*** Opening of Source data ***
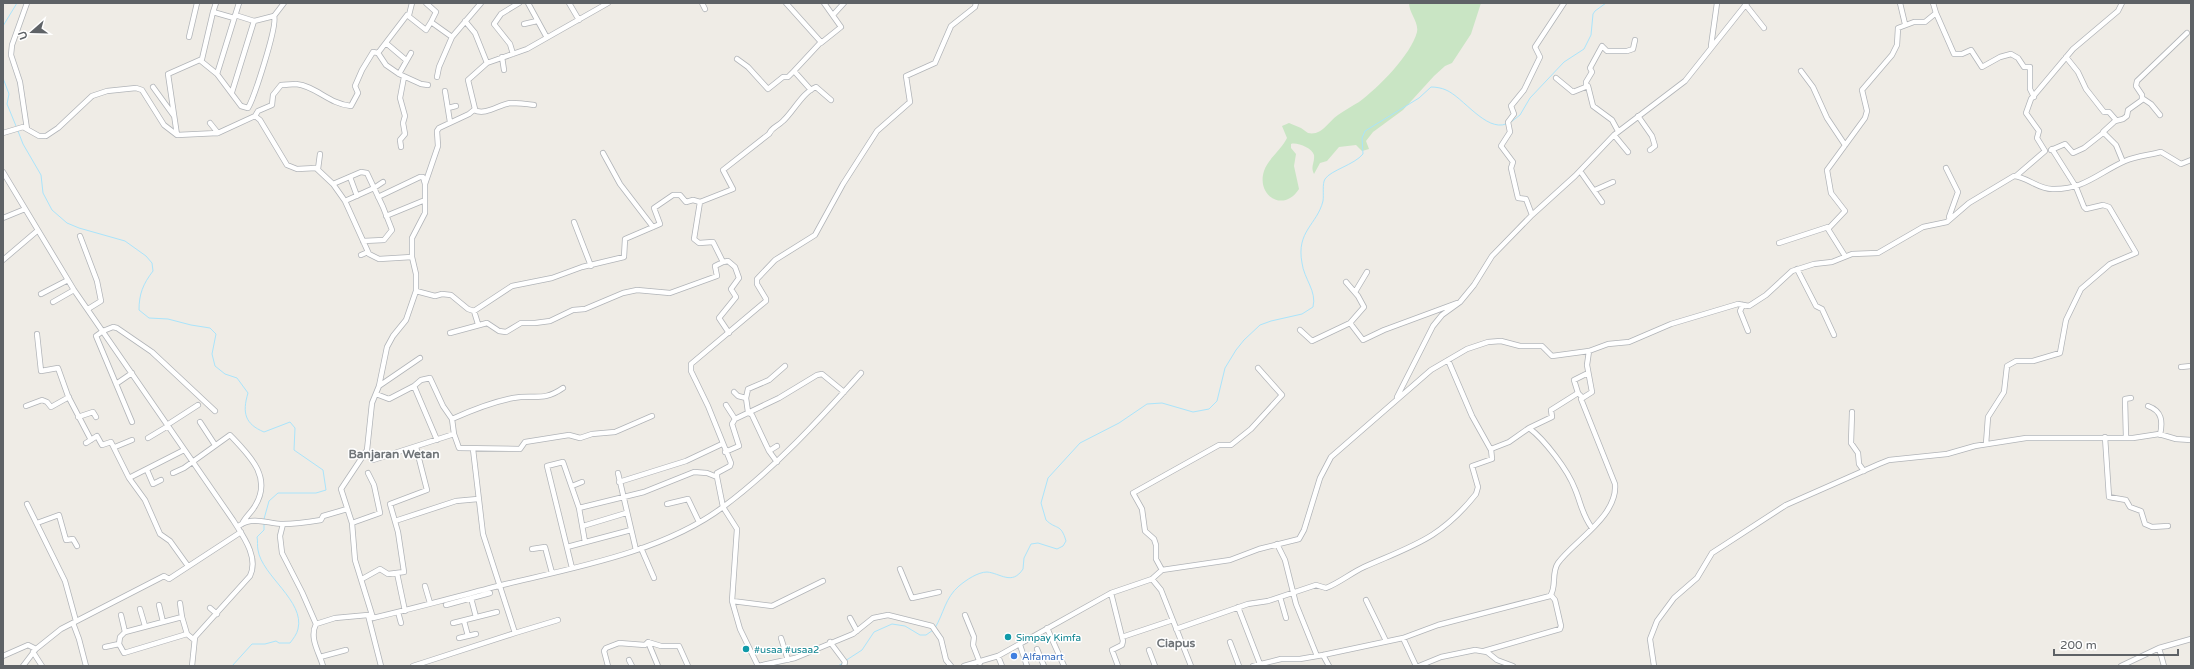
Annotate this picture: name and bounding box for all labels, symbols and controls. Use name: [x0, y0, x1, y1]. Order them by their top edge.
north arrow: [12, 12, 52, 52]
text: U: [16, 29, 31, 41]
district label: Banjaran Wetan: [349, 447, 439, 462]
scale bar: [2054, 631, 2178, 657]
marker: Simpay Kimfa: [1003, 632, 1013, 642]
place label: Simpay Kimfa: [1016, 632, 1081, 644]
district label: Ciapus: [1157, 636, 1196, 651]
text: 200 m: [2060, 638, 2097, 652]
marker: #usaa #usaa2: [741, 644, 751, 654]
place label: #usaa #usaa2: [754, 644, 819, 656]
marker: Alfamart: [1009, 651, 1019, 661]
place label: Alfamart: [1022, 651, 1064, 663]

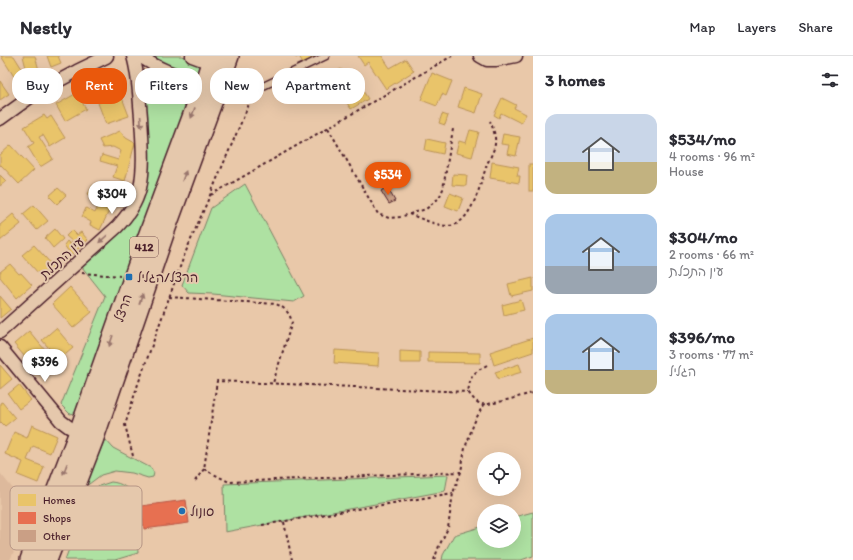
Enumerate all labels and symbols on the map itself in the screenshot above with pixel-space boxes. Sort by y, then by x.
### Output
one-way arrow [190,107,196,119]
one-way arrow [137,116,144,128]
pin: $534 [364,162,412,196]
one-way arrow [182,170,188,182]
pin: $304 [88,181,136,215]
street label: עין התכלת [36,234,87,282]
one-way arrow [98,235,109,244]
road number: 412 [130,237,158,257]
place label: הרצל/הגליל [137,270,198,285]
marker: הרצל/הגליל [124,272,134,282]
street label: הרצל [111,292,135,324]
one-way arrow [139,293,145,305]
one-way arrow [108,335,114,347]
pin: $396 [21,349,69,383]
one-way arrow [62,463,68,475]
legend [10,486,142,550]
text: Homes [43,494,76,507]
place label: סונול [190,504,214,519]
marker: סונול [177,506,187,516]
text: Shops [43,512,71,525]
text: Other [43,530,71,543]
*** Close of Source data ***
→ **The task**
Output each record verbatim, but skip anything that is a picture.

→ **Task solution**
Annotate this picture: name and bounding box for all labels, symbols and controls. Use name: [x0, y0, x1, y1]. Order them by their top edge.
north arrow: [12, 12, 52, 52]
text: U: [16, 29, 31, 41]
district label: Banjaran Wetan: [349, 447, 439, 462]
scale bar: [2054, 631, 2178, 657]
marker: Simpay Kimfa: [1003, 632, 1013, 642]
place label: Simpay Kimfa: [1016, 632, 1081, 644]
district label: Ciapus: [1157, 636, 1196, 651]
text: 200 m: [2060, 638, 2097, 652]
marker: #usaa #usaa2: [741, 644, 751, 654]
place label: #usaa #usaa2: [754, 644, 819, 656]
marker: Alfamart: [1009, 651, 1019, 661]
place label: Alfamart: [1022, 651, 1064, 663]

Enumerate all labels and symbols on the map itself in the screenshot above with pixel-space boxes. Sort by y, then by x.
### Output
one-way arrow [190,107,196,119]
one-way arrow [137,116,144,128]
pin: $534 [364,162,412,196]
one-way arrow [182,170,188,182]
pin: $304 [88,181,136,215]
street label: עין התכלת [36,234,87,282]
one-way arrow [98,235,109,244]
road number: 412 [130,237,158,257]
place label: הרצל/הגליל [137,270,198,285]
marker: הרצל/הגליל [124,272,134,282]
street label: הרצל [111,292,135,324]
one-way arrow [139,293,145,305]
one-way arrow [108,335,114,347]
pin: $396 [21,349,69,383]
one-way arrow [62,463,68,475]
legend [10,486,142,550]
text: Homes [43,494,76,507]
place label: סונול [190,504,214,519]
marker: סונול [177,506,187,516]
text: Shops [43,512,71,525]
text: Other [43,530,71,543]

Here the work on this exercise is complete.